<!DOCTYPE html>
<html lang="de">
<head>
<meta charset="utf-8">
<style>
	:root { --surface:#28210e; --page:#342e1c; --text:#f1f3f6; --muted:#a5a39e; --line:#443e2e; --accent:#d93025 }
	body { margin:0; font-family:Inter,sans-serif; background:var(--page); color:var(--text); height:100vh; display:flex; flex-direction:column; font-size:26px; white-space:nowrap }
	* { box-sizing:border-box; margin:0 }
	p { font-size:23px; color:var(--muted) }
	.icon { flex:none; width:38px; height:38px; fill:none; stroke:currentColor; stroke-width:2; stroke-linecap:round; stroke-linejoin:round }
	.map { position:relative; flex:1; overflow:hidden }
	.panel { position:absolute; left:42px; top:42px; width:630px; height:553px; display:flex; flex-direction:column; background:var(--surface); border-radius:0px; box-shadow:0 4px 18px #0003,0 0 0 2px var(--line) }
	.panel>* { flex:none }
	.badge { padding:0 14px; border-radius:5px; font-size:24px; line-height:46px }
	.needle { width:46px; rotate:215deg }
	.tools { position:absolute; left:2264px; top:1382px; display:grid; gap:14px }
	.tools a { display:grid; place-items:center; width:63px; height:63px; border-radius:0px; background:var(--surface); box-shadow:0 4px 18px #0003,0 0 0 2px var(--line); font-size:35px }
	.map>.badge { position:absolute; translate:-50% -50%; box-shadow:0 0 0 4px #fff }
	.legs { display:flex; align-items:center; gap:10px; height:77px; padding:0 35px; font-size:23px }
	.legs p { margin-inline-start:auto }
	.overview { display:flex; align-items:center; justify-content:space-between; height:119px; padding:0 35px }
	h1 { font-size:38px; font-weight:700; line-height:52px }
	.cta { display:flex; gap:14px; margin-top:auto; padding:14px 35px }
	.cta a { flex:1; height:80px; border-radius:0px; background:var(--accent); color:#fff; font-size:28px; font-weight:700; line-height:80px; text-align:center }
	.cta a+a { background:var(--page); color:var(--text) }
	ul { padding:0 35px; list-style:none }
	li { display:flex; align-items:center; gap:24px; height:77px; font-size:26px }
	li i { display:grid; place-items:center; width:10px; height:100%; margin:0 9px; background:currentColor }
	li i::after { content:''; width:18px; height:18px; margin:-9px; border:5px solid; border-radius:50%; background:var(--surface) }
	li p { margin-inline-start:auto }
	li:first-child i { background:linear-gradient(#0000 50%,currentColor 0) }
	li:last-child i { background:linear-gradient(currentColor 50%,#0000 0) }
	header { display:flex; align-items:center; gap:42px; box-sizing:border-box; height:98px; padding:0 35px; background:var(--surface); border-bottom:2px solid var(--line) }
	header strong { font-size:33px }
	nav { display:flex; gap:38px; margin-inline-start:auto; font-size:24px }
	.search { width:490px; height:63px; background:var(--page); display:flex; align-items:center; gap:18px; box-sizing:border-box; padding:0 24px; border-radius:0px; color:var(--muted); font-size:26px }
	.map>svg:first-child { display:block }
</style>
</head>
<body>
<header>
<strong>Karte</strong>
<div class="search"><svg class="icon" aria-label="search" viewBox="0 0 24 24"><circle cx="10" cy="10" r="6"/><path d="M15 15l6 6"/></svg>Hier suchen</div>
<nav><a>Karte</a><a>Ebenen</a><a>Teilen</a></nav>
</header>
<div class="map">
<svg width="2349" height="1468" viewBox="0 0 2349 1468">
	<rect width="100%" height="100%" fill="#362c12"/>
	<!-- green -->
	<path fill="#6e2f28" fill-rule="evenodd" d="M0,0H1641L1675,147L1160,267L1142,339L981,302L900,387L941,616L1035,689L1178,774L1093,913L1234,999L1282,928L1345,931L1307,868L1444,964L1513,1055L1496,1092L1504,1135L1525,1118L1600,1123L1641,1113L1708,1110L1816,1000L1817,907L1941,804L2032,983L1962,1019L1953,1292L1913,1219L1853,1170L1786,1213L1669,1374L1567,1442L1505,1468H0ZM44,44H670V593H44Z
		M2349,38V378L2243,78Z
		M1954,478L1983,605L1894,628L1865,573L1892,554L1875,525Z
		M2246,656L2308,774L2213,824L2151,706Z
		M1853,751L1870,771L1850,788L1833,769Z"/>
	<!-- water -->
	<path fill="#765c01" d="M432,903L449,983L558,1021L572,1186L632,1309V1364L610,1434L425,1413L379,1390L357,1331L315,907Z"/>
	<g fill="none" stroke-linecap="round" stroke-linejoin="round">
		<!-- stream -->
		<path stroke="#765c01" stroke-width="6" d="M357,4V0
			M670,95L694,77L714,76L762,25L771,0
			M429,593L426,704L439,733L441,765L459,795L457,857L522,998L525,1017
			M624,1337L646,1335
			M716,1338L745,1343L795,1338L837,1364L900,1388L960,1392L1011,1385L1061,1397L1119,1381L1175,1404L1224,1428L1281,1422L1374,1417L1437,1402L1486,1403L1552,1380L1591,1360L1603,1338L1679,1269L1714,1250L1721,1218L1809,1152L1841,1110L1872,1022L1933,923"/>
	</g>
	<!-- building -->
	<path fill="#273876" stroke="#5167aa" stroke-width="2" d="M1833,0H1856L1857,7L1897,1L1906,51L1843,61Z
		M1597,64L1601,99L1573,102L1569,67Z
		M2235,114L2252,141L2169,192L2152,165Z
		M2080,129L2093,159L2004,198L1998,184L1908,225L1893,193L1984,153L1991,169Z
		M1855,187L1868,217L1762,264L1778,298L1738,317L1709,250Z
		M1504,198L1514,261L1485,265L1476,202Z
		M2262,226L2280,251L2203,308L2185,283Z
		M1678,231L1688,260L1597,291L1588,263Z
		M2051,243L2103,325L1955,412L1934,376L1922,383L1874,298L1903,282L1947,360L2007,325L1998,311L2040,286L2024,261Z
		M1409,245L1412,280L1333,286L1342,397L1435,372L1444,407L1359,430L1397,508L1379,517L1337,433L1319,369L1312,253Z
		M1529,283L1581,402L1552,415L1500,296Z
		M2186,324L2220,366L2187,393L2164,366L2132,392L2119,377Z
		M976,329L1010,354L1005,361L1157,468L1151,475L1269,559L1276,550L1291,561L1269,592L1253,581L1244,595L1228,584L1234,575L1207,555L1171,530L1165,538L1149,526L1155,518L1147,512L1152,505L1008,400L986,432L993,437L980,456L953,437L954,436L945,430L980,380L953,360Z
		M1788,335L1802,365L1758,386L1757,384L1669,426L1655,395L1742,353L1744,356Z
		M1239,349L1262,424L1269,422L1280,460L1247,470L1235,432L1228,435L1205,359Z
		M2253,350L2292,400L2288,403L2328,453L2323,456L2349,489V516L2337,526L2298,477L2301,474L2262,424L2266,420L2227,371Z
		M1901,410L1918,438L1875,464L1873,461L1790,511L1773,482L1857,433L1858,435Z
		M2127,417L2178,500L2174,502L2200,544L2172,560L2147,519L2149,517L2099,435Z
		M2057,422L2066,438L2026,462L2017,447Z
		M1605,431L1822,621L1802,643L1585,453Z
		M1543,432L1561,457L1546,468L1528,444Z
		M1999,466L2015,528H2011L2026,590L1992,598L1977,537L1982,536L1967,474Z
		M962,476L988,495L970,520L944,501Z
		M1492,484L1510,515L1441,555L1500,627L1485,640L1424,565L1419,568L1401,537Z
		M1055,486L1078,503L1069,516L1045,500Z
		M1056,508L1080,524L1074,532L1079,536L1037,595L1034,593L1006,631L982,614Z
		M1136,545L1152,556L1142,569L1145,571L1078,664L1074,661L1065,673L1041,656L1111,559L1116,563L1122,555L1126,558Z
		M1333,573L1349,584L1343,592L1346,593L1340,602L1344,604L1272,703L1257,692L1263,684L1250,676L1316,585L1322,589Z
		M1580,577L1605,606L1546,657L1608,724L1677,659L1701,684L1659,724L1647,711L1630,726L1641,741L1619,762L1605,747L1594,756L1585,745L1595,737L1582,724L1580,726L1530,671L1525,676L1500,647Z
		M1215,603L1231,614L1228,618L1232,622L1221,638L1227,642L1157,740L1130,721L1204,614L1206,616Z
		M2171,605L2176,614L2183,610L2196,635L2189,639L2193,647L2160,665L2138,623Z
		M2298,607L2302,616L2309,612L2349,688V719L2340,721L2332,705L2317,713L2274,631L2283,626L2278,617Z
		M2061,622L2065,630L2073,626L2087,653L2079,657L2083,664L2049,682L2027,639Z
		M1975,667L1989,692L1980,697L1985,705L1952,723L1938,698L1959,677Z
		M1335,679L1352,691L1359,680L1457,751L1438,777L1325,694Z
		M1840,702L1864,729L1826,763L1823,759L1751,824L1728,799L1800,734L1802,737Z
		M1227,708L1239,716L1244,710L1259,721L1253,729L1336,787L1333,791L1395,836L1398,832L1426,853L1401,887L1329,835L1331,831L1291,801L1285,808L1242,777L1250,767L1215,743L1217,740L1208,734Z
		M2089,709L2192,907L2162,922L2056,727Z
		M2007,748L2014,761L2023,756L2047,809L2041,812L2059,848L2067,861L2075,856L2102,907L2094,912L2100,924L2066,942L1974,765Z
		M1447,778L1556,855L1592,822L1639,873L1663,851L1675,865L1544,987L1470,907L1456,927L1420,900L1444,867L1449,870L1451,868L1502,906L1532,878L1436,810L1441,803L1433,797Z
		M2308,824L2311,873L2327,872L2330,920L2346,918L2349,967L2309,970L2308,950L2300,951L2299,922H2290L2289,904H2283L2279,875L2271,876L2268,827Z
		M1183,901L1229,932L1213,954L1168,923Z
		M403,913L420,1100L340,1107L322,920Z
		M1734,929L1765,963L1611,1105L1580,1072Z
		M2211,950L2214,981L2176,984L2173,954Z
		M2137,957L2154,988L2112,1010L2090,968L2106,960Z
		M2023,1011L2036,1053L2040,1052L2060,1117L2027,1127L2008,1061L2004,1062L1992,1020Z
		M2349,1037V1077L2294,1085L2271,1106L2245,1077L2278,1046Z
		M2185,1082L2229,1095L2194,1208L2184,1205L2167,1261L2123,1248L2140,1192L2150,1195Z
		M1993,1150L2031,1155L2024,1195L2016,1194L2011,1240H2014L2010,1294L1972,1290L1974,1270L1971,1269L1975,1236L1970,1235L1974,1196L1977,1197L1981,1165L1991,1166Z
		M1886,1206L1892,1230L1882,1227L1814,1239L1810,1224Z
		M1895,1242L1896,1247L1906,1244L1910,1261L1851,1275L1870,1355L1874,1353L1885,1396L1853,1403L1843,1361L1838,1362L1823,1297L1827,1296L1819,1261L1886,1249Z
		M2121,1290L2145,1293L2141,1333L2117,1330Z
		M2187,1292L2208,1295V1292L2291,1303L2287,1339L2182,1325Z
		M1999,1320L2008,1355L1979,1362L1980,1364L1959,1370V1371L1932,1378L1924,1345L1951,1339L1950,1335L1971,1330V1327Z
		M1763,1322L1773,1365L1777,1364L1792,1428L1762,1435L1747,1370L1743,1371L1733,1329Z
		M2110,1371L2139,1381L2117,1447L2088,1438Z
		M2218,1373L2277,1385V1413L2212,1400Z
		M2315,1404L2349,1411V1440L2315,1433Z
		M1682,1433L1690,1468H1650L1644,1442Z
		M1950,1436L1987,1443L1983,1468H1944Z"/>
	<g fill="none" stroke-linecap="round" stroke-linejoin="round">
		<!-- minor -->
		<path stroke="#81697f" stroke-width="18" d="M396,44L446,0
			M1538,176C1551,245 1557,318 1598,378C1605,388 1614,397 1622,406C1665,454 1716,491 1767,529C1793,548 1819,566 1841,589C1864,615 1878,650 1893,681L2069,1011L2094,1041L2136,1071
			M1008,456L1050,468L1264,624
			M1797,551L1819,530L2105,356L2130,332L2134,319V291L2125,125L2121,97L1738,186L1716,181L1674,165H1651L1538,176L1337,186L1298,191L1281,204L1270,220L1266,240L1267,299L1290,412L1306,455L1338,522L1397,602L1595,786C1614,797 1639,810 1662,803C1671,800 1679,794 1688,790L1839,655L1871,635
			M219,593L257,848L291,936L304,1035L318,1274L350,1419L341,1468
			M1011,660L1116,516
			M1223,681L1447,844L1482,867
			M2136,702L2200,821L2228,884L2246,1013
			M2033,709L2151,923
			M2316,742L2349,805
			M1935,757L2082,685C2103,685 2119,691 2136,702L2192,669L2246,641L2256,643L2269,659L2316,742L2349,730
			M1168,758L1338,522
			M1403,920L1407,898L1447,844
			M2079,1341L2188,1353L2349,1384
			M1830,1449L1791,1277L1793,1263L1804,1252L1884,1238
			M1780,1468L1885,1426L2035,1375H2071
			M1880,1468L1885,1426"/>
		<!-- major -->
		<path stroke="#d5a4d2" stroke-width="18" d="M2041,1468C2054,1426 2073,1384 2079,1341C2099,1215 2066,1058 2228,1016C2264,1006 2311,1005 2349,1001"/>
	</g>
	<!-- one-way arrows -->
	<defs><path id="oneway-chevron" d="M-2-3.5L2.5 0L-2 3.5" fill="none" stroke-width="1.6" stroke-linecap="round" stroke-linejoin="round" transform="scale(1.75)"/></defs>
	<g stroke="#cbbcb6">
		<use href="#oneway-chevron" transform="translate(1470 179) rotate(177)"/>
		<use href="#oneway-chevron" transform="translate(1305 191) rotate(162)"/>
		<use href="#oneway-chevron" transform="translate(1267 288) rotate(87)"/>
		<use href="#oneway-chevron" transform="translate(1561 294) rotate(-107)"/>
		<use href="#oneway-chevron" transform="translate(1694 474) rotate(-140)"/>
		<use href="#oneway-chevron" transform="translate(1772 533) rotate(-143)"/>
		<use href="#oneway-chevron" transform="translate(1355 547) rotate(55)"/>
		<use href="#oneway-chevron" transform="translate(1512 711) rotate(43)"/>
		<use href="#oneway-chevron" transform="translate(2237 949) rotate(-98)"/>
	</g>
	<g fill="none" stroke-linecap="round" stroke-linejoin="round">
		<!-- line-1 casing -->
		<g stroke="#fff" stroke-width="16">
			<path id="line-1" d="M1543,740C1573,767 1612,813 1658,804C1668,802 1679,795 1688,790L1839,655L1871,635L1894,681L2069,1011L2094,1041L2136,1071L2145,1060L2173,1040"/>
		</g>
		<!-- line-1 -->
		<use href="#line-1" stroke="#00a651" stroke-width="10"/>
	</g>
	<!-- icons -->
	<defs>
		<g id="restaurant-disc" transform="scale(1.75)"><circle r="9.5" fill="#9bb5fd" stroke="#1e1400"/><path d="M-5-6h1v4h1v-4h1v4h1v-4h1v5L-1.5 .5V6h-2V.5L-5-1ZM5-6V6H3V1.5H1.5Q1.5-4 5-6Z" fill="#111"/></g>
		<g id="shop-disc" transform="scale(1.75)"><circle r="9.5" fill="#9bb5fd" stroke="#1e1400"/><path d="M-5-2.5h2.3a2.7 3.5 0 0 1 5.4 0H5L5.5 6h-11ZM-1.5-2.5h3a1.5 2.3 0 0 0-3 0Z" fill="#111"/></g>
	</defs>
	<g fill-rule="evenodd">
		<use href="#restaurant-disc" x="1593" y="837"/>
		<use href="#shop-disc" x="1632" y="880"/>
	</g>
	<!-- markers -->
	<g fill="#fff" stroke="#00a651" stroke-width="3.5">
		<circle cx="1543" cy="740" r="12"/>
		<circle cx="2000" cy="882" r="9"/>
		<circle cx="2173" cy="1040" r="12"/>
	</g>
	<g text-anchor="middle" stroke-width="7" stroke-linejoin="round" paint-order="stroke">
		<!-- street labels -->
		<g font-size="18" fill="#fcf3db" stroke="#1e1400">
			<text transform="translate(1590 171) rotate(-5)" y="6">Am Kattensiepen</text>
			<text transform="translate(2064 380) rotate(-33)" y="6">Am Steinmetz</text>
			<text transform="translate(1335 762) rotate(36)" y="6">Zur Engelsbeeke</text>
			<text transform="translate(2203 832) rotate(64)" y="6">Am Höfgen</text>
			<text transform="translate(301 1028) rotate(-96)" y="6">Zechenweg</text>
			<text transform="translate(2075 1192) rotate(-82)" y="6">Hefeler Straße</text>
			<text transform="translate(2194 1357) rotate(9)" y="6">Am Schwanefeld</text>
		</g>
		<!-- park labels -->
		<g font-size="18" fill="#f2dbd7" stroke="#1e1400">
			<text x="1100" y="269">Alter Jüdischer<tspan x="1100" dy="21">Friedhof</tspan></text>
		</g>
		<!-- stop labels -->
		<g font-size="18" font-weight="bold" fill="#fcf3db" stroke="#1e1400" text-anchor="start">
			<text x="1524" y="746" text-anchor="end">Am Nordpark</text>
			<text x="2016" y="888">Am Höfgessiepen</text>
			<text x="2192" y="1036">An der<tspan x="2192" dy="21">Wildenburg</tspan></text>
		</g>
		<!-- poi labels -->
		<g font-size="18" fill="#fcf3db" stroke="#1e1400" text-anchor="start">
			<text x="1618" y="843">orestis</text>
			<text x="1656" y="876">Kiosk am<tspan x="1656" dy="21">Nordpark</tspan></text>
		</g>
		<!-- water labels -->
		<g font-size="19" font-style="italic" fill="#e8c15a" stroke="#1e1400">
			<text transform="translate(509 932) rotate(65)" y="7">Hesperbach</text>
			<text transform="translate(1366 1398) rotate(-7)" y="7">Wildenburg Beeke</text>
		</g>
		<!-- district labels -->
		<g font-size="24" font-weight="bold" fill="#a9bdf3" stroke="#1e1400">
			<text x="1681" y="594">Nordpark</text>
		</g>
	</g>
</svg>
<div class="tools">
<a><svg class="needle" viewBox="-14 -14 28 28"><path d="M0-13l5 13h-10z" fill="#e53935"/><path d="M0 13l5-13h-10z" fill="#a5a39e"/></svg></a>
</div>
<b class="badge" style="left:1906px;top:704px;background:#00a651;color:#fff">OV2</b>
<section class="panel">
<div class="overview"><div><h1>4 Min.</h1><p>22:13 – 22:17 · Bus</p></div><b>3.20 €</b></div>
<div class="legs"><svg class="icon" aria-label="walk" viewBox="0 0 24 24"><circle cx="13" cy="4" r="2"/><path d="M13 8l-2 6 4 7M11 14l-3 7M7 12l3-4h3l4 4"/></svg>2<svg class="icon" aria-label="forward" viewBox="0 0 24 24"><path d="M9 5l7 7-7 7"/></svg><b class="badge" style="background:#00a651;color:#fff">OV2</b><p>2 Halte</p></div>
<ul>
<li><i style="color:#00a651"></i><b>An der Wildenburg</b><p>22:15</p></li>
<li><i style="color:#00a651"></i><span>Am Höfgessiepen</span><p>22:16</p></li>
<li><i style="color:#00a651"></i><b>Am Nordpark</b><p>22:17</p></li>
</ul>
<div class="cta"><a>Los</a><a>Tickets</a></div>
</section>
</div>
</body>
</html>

┄┄┄┄┄┄┄┄┄┄

▸ **THE PROBLEM**: From the material above, gather all lines that include the string "evenodd" and copy them.

▸ **SOLUTION TO THIS PROBLEM**:
	<path fill="#6e2f28" fill-rule="evenodd" d="M0,0H1641L1675,147L1160,267L1142,339L981,302L900,387L941,616L1035,689L1178,774L1093,913L1234,999L1282,928L1345,931L1307,868L1444,964L1513,1055L1496,1092L1504,1135L1525,1118L1600,1123L1641,1113L1708,1110L1816,1000L1817,907L1941,804L2032,983L1962,1019L1953,1292L1913,1219L1853,1170L1786,1213L1669,1374L1567,1442L1505,1468H0ZM44,44H670V593H44Z
	<g fill-rule="evenodd">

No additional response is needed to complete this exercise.